BTW, Jacob, you weren't alone bring taught to hand prep. They no longer seem to teach apprentices how to do that, but with my apprentices I have always made a point of teaching that, plus hand saw usage, etc before they get anywhere near a power tool. At school in the 1960s they attempted to teach me how to plane with a wooden plane. I just didn't get it (and TBH I now know that neither did the craft teacher). I gave up and switched to metalwork.
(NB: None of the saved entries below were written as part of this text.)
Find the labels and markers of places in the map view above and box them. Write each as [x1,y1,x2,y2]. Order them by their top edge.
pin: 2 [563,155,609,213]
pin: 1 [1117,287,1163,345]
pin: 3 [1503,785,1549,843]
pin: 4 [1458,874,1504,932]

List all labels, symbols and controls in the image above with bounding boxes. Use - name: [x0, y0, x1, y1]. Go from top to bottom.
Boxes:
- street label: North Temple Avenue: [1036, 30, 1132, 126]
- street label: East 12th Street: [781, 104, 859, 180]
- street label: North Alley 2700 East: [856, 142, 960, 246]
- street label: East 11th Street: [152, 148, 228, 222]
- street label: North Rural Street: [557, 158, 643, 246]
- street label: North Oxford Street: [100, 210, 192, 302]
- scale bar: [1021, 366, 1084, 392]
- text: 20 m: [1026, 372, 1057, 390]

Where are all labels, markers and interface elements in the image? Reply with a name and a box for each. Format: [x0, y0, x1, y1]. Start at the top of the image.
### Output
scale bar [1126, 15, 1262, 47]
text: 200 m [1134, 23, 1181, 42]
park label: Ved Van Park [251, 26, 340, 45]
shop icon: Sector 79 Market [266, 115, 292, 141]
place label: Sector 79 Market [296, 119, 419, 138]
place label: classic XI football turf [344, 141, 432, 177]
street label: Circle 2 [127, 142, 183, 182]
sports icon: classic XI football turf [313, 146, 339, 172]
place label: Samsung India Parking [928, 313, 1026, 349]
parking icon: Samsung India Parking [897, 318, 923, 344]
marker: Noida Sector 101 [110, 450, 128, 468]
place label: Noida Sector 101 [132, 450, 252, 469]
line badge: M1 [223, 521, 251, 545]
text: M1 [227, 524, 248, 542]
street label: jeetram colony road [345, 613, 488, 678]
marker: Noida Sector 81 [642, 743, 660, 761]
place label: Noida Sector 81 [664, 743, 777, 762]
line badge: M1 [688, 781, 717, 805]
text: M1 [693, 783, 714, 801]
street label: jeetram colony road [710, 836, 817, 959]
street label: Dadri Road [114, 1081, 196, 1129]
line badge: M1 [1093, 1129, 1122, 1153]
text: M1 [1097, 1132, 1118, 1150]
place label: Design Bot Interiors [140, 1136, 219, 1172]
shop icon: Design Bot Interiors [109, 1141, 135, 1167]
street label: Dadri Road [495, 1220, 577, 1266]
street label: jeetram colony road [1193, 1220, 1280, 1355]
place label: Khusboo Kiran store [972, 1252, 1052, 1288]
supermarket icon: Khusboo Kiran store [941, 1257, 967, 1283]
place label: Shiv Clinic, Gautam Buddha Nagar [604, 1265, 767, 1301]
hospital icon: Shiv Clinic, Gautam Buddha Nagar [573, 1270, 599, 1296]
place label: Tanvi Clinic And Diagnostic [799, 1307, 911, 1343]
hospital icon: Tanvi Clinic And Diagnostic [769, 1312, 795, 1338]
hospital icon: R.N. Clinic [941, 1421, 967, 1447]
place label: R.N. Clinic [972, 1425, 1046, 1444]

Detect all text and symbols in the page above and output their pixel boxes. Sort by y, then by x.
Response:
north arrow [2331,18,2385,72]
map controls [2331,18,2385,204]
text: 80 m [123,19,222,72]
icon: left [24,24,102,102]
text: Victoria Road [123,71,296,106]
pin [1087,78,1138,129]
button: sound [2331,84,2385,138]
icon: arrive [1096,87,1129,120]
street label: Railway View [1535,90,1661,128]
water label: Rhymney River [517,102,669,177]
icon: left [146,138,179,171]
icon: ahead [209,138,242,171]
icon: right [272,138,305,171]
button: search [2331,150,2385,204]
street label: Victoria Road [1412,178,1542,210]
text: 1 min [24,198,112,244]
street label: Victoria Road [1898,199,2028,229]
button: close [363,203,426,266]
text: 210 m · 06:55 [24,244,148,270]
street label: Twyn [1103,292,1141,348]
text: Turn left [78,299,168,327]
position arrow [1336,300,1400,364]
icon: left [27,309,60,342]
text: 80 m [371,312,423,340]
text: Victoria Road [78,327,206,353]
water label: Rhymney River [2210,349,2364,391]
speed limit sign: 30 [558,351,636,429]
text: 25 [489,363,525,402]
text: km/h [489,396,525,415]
At home, though, I was already reasonably proficient with a Bailey plane, dad having taught me, and my proficiency only changed when I started work and was taught properly how to use woodies, mainly moulding planes, though
Just remembered - we did have a a woody on our course back then it was 3/8" beading plane for finishing off the top of the box we made for our oil stone about week 2 or 3. Did lots of fitting of skirtings and architraves etc all by hand but it was with machine made stock, we didn't do any other moulding beyond the one box.
 
A wooden plane looks handy to have for the odd occasion.
Might have a go at making one someday, no question it's faster from what I've seen.
It appears that it can cope with twice the thickness shaving, and should
one work difficult timbers, a short plane isn't very nice on the wrists if work like that needs doing.

Not a matter of how big of small the work is though, doing it more productively makes sense in the long run regardless what one does.
Interesting for the few who don't have a P/T.

Bench height may be another reason why we don't see too many of them nowadays, and from the little I've held one, it's not so nice on the back wrist on my bench height after a shaving.
You notice these things straight away if you have bone issues, and are wary of triggering off a flare up.